The two paragraphs above is what was circulated then. The background to the two paragraphs is what Prof Petras gives as follows as far as the 1989 essay is concerned as the reader encounters a slightly different version of it in his other texts, especially in his 1990 book with Morris Morley titled US Hegemony Under Siege: Class, Politics and Development in Latin America, published in London by Verso.
:The transformation of the Latin American intellectuals center on their incorporation as research functionaries into institutes dependent on external funding. Their work requires them to provide information that their benefactors would not otherwise possess and, even more important, to circulate and implant the ideas and concepts acceptable to their benefactors as the dominant ideology within the political class.
THE CHANGING INTELLECTUAL PIVOT
In the past, Latin America possessed – in the best of cases – what Gramsci called “organic intellectuals,” writers, journalists, and political economists linked directly to political and social struggles against imperialism and capitalism. They were integral parts of trade unions, student movements, or revolutionary parties. Che Guevara, Camilo Torres in Colombia, Luis de la Puente in Peru, Miguel Enriquez in Chile, Roberto Santucho in Argentina and Julio Castro in Uruguay were a few of the hundreds if not thousands of intellectuals who integrated their intellectual work with the social struggles of their countries.

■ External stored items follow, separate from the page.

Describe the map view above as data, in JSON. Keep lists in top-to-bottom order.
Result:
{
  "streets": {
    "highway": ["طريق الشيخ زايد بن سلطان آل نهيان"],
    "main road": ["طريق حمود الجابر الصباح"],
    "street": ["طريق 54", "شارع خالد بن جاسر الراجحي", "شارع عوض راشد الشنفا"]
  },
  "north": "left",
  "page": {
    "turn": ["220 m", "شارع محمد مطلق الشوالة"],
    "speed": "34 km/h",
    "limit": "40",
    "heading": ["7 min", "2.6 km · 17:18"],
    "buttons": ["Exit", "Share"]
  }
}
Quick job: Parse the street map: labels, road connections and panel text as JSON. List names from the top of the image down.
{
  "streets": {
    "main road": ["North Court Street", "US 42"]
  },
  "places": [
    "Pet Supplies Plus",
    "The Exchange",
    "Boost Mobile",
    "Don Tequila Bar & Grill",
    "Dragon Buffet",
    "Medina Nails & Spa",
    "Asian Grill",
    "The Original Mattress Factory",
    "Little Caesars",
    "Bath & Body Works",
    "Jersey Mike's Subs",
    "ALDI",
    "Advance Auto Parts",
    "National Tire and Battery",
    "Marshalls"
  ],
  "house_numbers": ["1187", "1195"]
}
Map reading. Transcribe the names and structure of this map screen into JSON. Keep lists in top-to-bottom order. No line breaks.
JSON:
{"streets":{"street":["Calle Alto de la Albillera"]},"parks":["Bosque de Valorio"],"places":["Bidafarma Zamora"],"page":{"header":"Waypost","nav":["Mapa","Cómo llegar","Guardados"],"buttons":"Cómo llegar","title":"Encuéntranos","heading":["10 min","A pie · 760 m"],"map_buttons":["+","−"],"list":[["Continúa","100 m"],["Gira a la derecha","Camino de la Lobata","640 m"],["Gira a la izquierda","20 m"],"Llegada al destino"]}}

The consequential organic intellectuals established the norms of behavior for the rest of the intellectual class. For thousands of other intellectuals the political and personal example of the organic intellectuals served as a measuring rod which they approximated to a greater or lesser degree. There was a continual “internal” struggle between professional opportunism and political commitments, as Latin American intellectuals strove to make existential choices. This struggle no longer exists – it has long been resolved and forgotten among the new breed of research-institute- oriented intellectuals. The problem now is how best to secure the largest sum of money from the most accessible outside funding agency. Today the institutionalized intellectuals are, in a Foucaultian sense, prisoners of their own narrow professional desires (see Foucault, 1979). Their links with the external foundations, international bureaucracies, and research centers dominate a vacuous and vicarious internal political life. In the past the organic intellectuals struggled with a self-sustaining, self-financing intellectual existence. They lived and suffered the economic cycles of their countries.
Today the institutional intellectuals live and work in an externally dependent world, sheltered by payments in hard currency and income derived independently of local economic circumstances. The deep internal horizontal linkages between the organic intellectual and civil society contrast with the vertical linkages between the institutional intellectual and the external funding agencies and, with the advent of civilian regimes, with the local state and regimes. The dictatorships indirectly created a new class of “internationally” oriented intellectuals, ostensible critics of the neoliberal economic model, but just as deeply embedded in dependent relations with overseas networks as their adversaries among the export-oriented and financial elites. This new class has a life- and work-style that contrasts sharply with preceding generations of organic intellectuals.